Given a morphism $\phi : X\rightarrow Y$ of smooth projective varieties and a non-constant map $f : C\rightarrow Y$, where $C$ is amooth projective curve, how to construct a smooth projective curve $C'$ with non-constant map $g : C'\rightarrow X$ such that $\phi \circ g = f\circ h$, where $h : C'\rightarrow C$.

Answer 1

First form the fibre product $Z$ of $X$ and $C$ over $Y$, to get maps $f':Z \to X$ and $\phi':Z \to C$ such that $\phi\circ f' = f \circ \phi'.$

Now if the map $\phi'$ is not surjective (equivalently, dominant, since all varieties in sight are projective) then we can't find $C'$. (This happens when the image of $f$ is not contained in the image of $\phi$.) [EDIT: As Sandor Kovacs and Roy Smith noted, I am taking it as a condition that $h$ is also non-constant, although this is not explicitly stated in the question; otherwise one could allow more degenerate solutions. Also, I am assuming that all curves under discussion are connected.]

Suppose now that $\phi'$ is surjective. Then we can find a one-dimensional subvariety $D$ of $Z$ such that $\phi'(D) = C$. Indeed, since $\phi'$ is surjective, we may find at least one component of $Z$ such that the restriction of $\phi'$ to that component is already surjective. Replace $Z$ by this component, and so assume that $Z$ is irreducible. If $Z$ is also one-dimensional, then we can take $D = Z$. If not, a general hyperplane section of $Z$ will also surject onto $C$, and so we may replace $Z$ by this hyperplane section, thus reducing the dimension. Continuing in this way, we eventually find the desired $D$.

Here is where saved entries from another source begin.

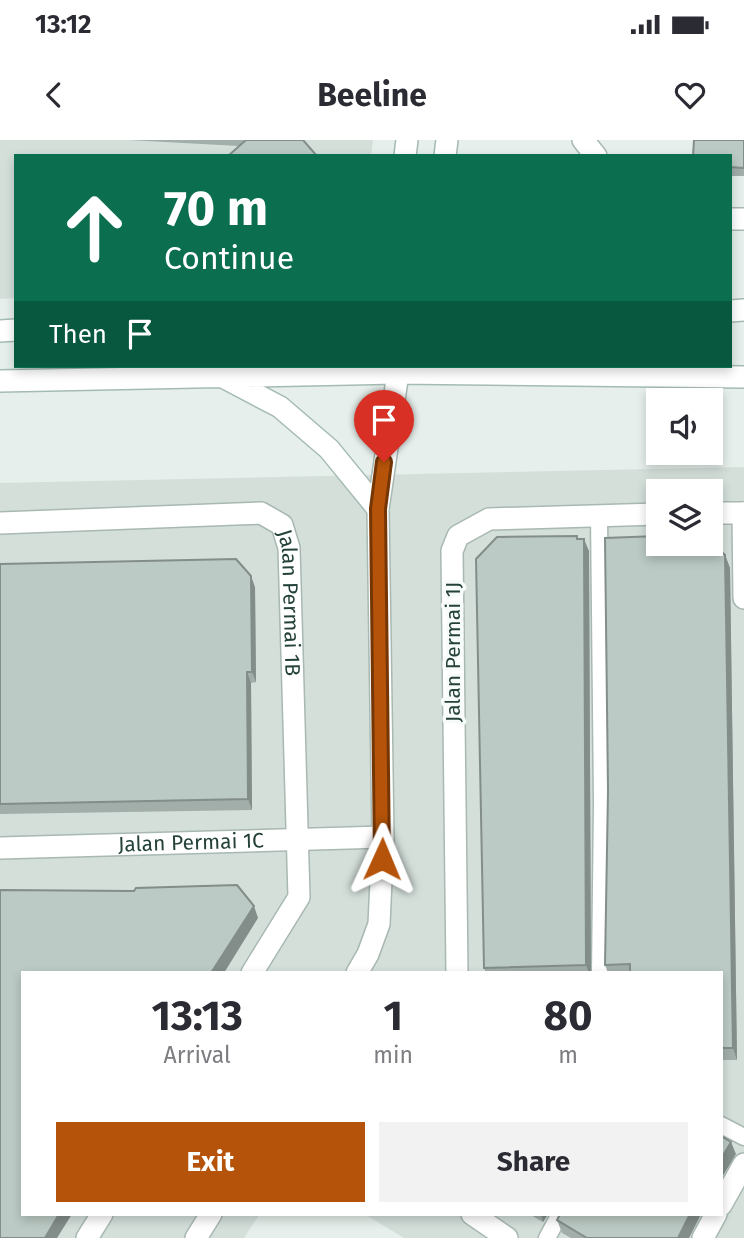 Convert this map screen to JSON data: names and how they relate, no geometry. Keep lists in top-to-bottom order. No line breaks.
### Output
{"streets":{"street":["Jalan Permai 1B","Jalan Permai 1J","Jalan Permai 1C"]},"crossings":[["Jalan Permai 1B","Jalan Permai 1C"]],"page":{"status":"13:12","header":"Beeline","turn":["70 m","Continue"],"then":"Then","eta":["13:13","Arrival","1","min","80","m"],"buttons":["Exit","Share"]}} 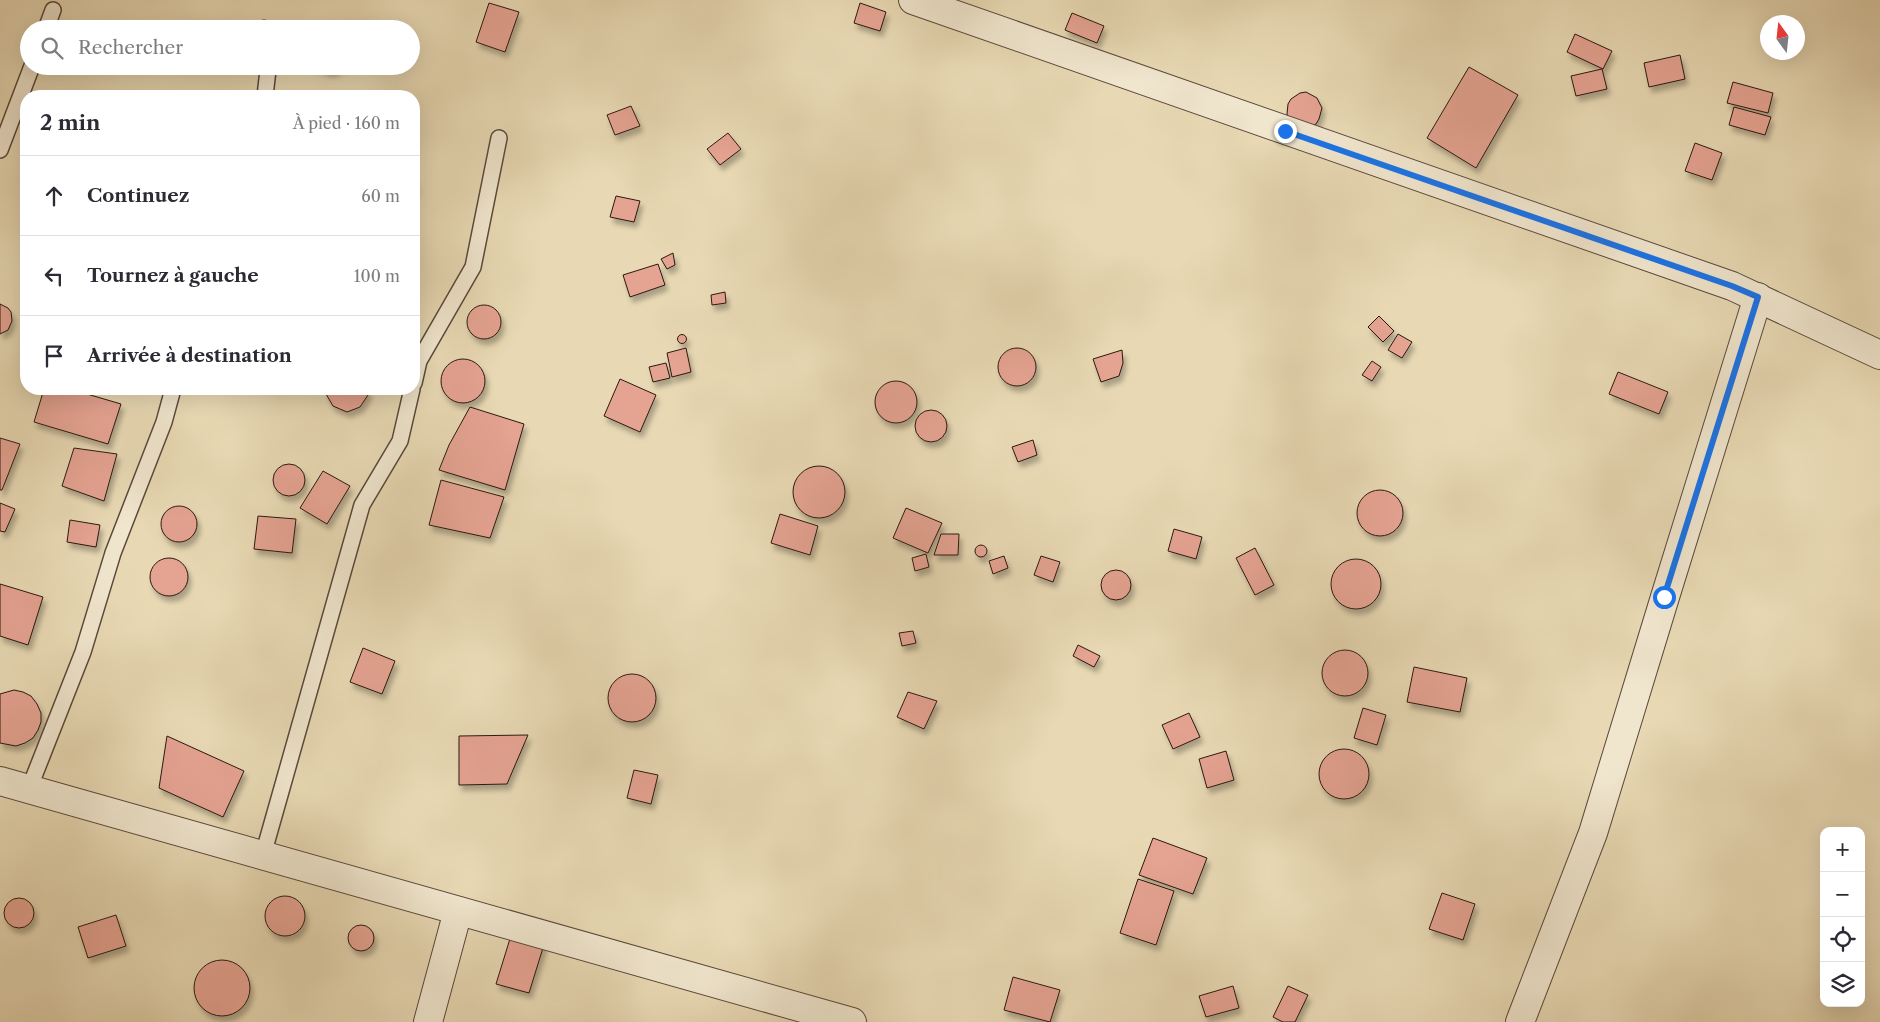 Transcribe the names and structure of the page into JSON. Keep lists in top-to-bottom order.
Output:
{
  "north": "top",
  "page": {
    "search": "Rechercher",
    "heading": ["2 min", "À pied · 160 m"],
    "list": [
      ["Continuez", "60 m"],
      ["Tournez à gauche", "100 m"],
      "Arrivée à destination"
    ],
    "map_buttons": ["+", "−"]
  }
}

Finally, we can form the normalization $C'$ of $D$. The composite $$C' \longrightarrow D \hookrightarrow Z \buildrel f' \over \longrightarrow X$$ is then the desired map $g$, while the composite $$C' \longrightarrow D \hookrightarrow Z \buildrel \phi' \over \longrightarrow C$$ is the desired map $h$.

Answer 2

Assuming $\phi$ surjective, Matt's answer is OK if the ground field $k$ is perfect. Otherwise, one should weaken the conditions on $C'$ from "smooth" to "normal".

For instance, assume $p=\mathrm{char}(k)>0$ and $a\in k$ is not a $p$-th power. Take $\phi:\mathbb{P}^2\to\mathbb{P}^2$ to be the Frobenius map $[x:y:z]\mapsto[u:v:w]=[x^p:y^p:z^p]$, and $C\subset\mathbb{P}^2$ to be the line $u+av=0$. Then $\phi^{-1}(C)$ is reduced and geometrically irreducible and its function field is inseparable over $k$, so there is no nonconstant map from any smooth $k$-curve to $\phi^{-1}(C)$.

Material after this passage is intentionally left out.